Authenticity is personal and everyone has their own level of what it looks like. For me it’s always meant staying true to my unique writing style and to my innate blend of optimism and skepticism.
So to begin with, I’ll never drink the Kool-Aid. Never gush like a 12 year-old Justin Bieber fan about the newest app or tactic or piece of hardware. Unless I really do think it’s awesome. And even then there are caveats. Because there are always caveats. Things that could go wrong. Things that could go better than expected. Things we just don’t know and need to stop pretending we do. And it’s the role of the analyst to point those things out.
That sort of stance seems to shock people, and time and again I’m surprised to hear that something I thought was even-handed and common-sensical is being branded “bold” or “controversial.” As if the truth were bold and controversial. But it's not in me to pretend otherwise and you'll never hear me do so.
I don’t engage in social niceties on social media either. At least not the sort of social niceties the punditocracy swears by. Like ending posts and tweets with “what do you think?”
I cringe when I see those lines. An actual physical reaction. Because nothing feels quite as forced and heavy-handed. I’ve worked with publicists and gurus over the years who’ve tried to persuade me to add them and except in moments of great personal weakness, I’ve refused. I get that asking a question brings greater engagement and all that— I’ve no doubt it does. But it’s just not me. I don’t offer topics for debate, I write what I’m feeling and the comments I get are from people who feel strongly enough about what I wrote to want to respond to me. Which is never going to hinge on whether I ended the post with “What do you think?”
Now the reason I’m laying all this out isn't to brag about what a reckless bad boy I’ve been but rather to rally the troops back to the cause.
Because if everyone starts to sound the same, if every blast on social media ends with “what do you think?," if every post religiously adheres to some ninja’s “5 Ways To Conect With Your Audience," if every piece of "content" (and you all know how much I loathe that word) sounds like it was cooked up in the same corporate kitchen, then who can blame audiences for tuning it all out? For not believing a word of it? For not caring?

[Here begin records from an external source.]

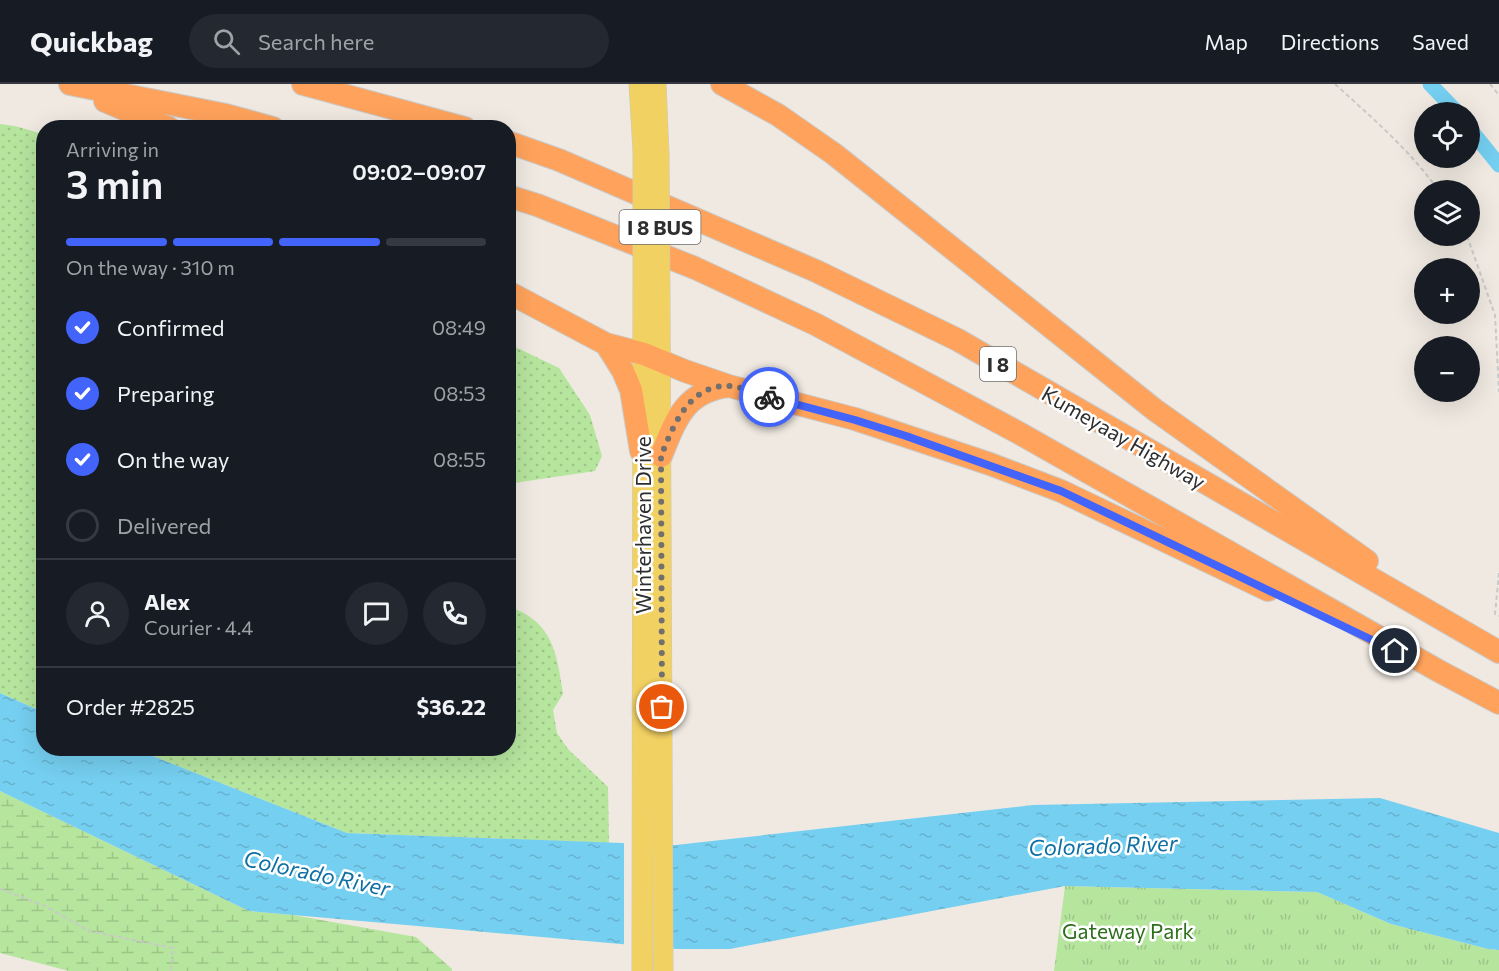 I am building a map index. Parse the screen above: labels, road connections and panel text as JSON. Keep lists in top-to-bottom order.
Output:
{
  "streets": {
    "highway": ["I 8", "Kumeyaay Highway"],
    "main road": ["I 8 BUS", "Winterhaven Drive"]
  },
  "water": ["Colorado River"],
  "parks": ["Gateway Park"],
  "page": {
    "header": "Quickbag",
    "search": "Search here",
    "nav": ["Map", "Directions", "Saved"],
    "map_buttons": ["+", "−"],
    "heading": ["3 min", "Arriving in", "09:02–09:07"],
    "panel": [
      "Alex",
      "Courier · 4.4",
      "Order #2825",
      "$36.22"
    ],
    "bar": "On the way · 310 m",
    "list": [
      ["Confirmed", "08:49"],
      ["Preparing", "08:53"],
      ["On the way", "08:55"],
      "Delivered"
    ]
  }
} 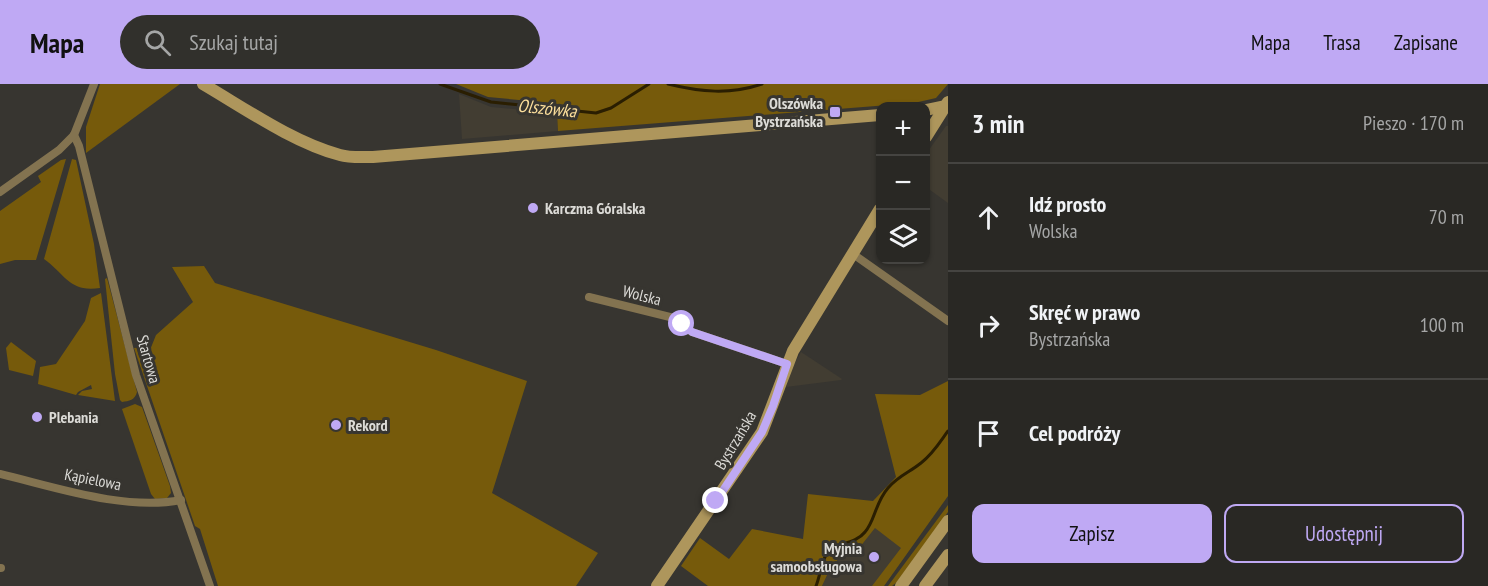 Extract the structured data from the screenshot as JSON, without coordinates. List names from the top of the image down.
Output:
{
  "streets": {
    "street": [
      "Wolska",
      "Startowa",
      "Bystrzańska",
      "Kąpielowa"
    ]
  },
  "crossings": [
    ["Wolska", "Bystrzańska"],
    ["Startowa", "Kąpielowa"]
  ],
  "water": ["Olszówka"],
  "places": {
    "transit": ["Olszówka Bystrzańska"],
    "other": [
      "Karczma Góralska",
      "Plebania",
      "Rekord",
      "Myjnia samoobsługowa"
    ]
  },
  "page": {
    "header": "Mapa",
    "search": "Szukaj tutaj",
    "nav": ["Mapa", "Trasa", "Zapisane"],
    "heading": ["3 min", "Pieszo · 170 m"],
    "map_buttons": ["+", "−"],
    "list": [
      ["Idź prosto", "Wolska", "70 m"],
      ["Skręć w prawo", "Bystrzańska", "100 m"],
      "Cel podróży"
    ],
    "buttons": ["Zapisz", "Udostępnij"]
  }
} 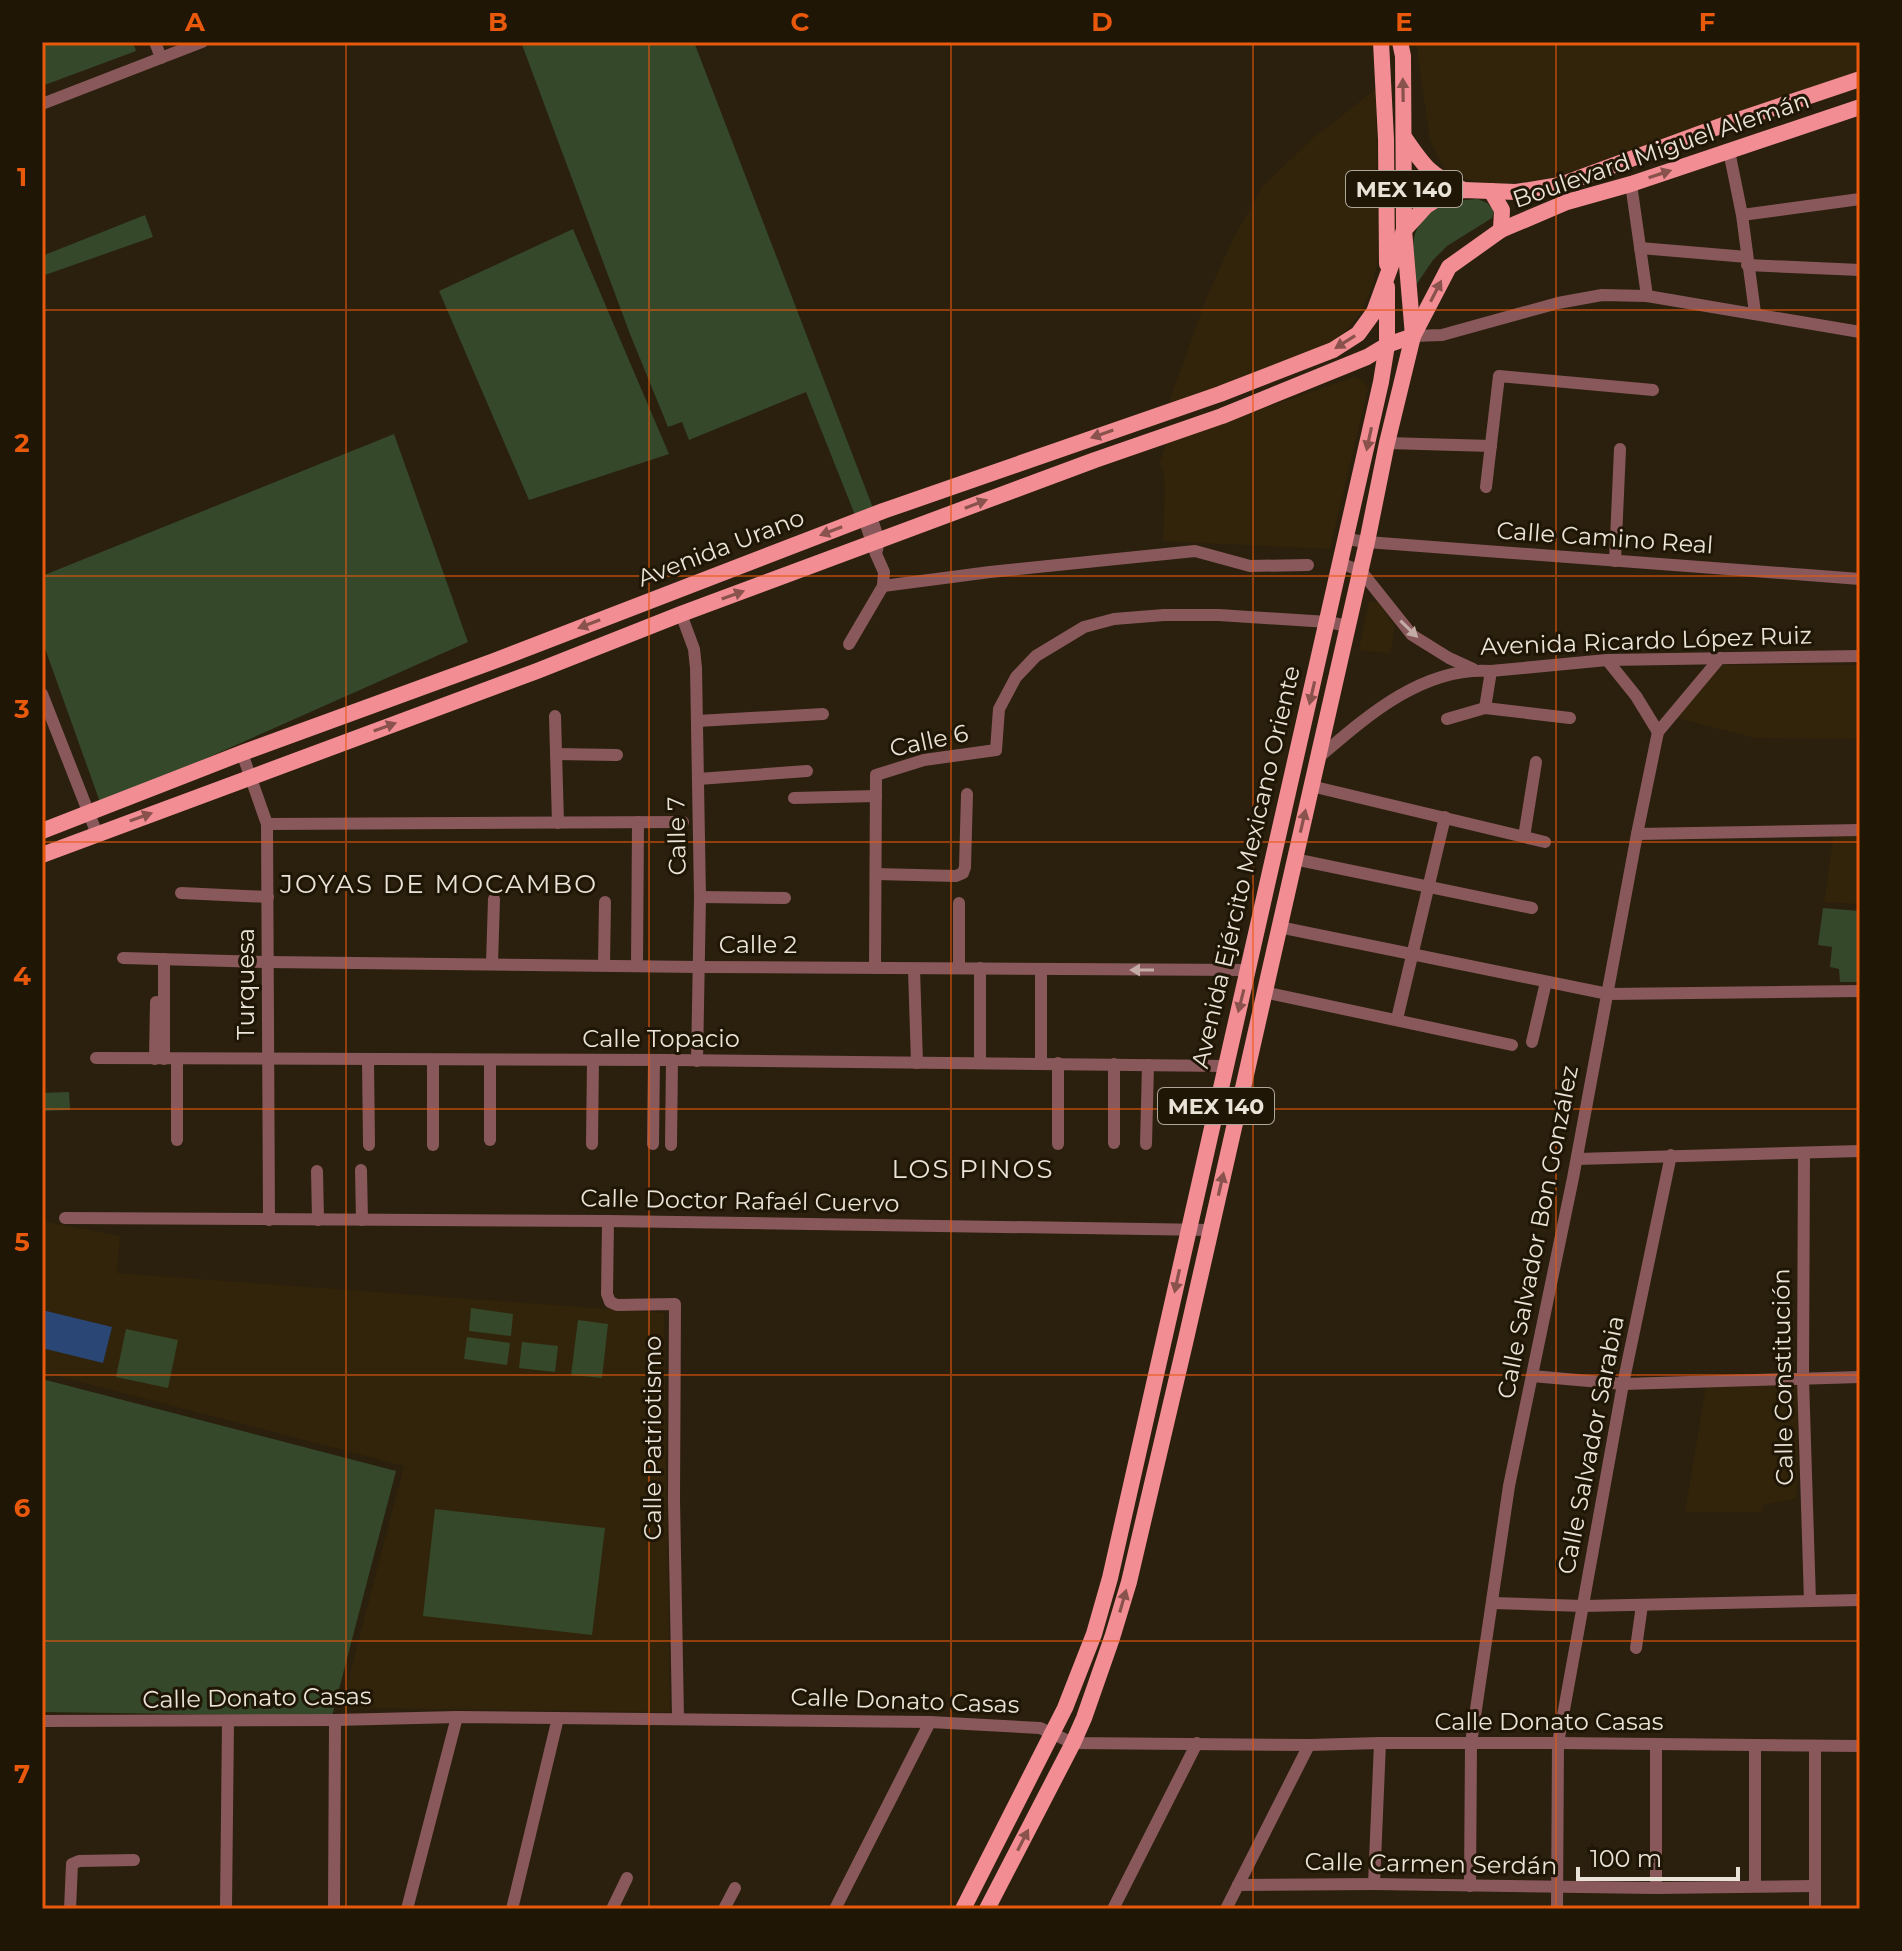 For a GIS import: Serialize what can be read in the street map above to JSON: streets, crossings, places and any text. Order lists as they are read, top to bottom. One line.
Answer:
{"streets":{"main road":["Boulevard Miguel Alemán","MEX 140","Avenida Urano","Avenida Ejército Mexicano Oriente"],"street":["Calle Camino Real","Avenida Ricardo López Ruiz","Calle 6","Calle 7","Calle 2","Turquesa","Calle Topacio","Calle Doctor Rafaél Cuervo","Calle Salvador Bon González","Calle Constitución","Calle Patriotismo","Calle Salvador Sarabia","Calle Donato Casas","Calle Carmen Serdán"]},"crossings":[["Boulevard Miguel Alemán","MEX 140"],["Boulevard Miguel Alemán","Avenida Urano"],["Boulevard Miguel Alemán","Avenida Ejército Mexicano Oriente"],["MEX 140","Avenida Urano"],["MEX 140","Avenida Ejército Mexicano Oriente"],["Calle Camino Real","Avenida Ejército Mexicano Oriente"],["Avenida Urano","Calle 7"],["Avenida Urano","Avenida Ejército Mexicano Oriente"],["Avenida Urano","Turquesa"],["Avenida Ricardo López Ruiz","Avenida Ejército Mexicano Oriente"],["Avenida Ricardo López Ruiz","Calle Salvador Bon González"],["Calle 6","Avenida Ejército Mexicano Oriente"],["Calle 7","Calle 2"],["Calle 7","Calle Topacio"],["Avenida Ejército Mexicano Oriente","Calle 2"],["Avenida Ejército Mexicano Oriente","Calle Topacio"],["Avenida Ejército Mexicano Oriente","Calle Doctor Rafaél Cuervo"],["Avenida Ejército Mexicano Oriente","Calle Donato Casas"],["Calle 2","Turquesa"],["Turquesa","Calle Topacio"],["Turquesa","Calle Doctor Rafaél Cuervo"],["Calle Doctor Rafaél Cuervo","Calle Patriotismo"],["Calle Salvador Bon González","Calle Donato Casas"],["Calle Salvador Bon González","Calle Carmen Serdán"],["Calle Patriotismo","Calle Donato Casas"],["Calle Salvador Sarabia","Calle Donato Casas"],["Calle Salvador Sarabia","Calle Carmen Serdán"]],"districts":["JOYAS DE MOCAMBO","LOS PINOS"],"scale_bar":"100 m","grid":{"columns":["A","B","C","D","E","F"],"rows":["1","2","3","4","5","6","7"]}}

Authenticity is more than a word: it’s an attitude, a belief system, a way of doing just about anything and everything. Whether you’re a person or a corporation or a fictional character. It’s always unique and it's always consistent. No matter where you find it.
Those voices that manage to remain authentic are the voices that resonate, the ones that stand out, the ones that inspire, the ones that anger.
The ones that never have to ask “so what do you think?”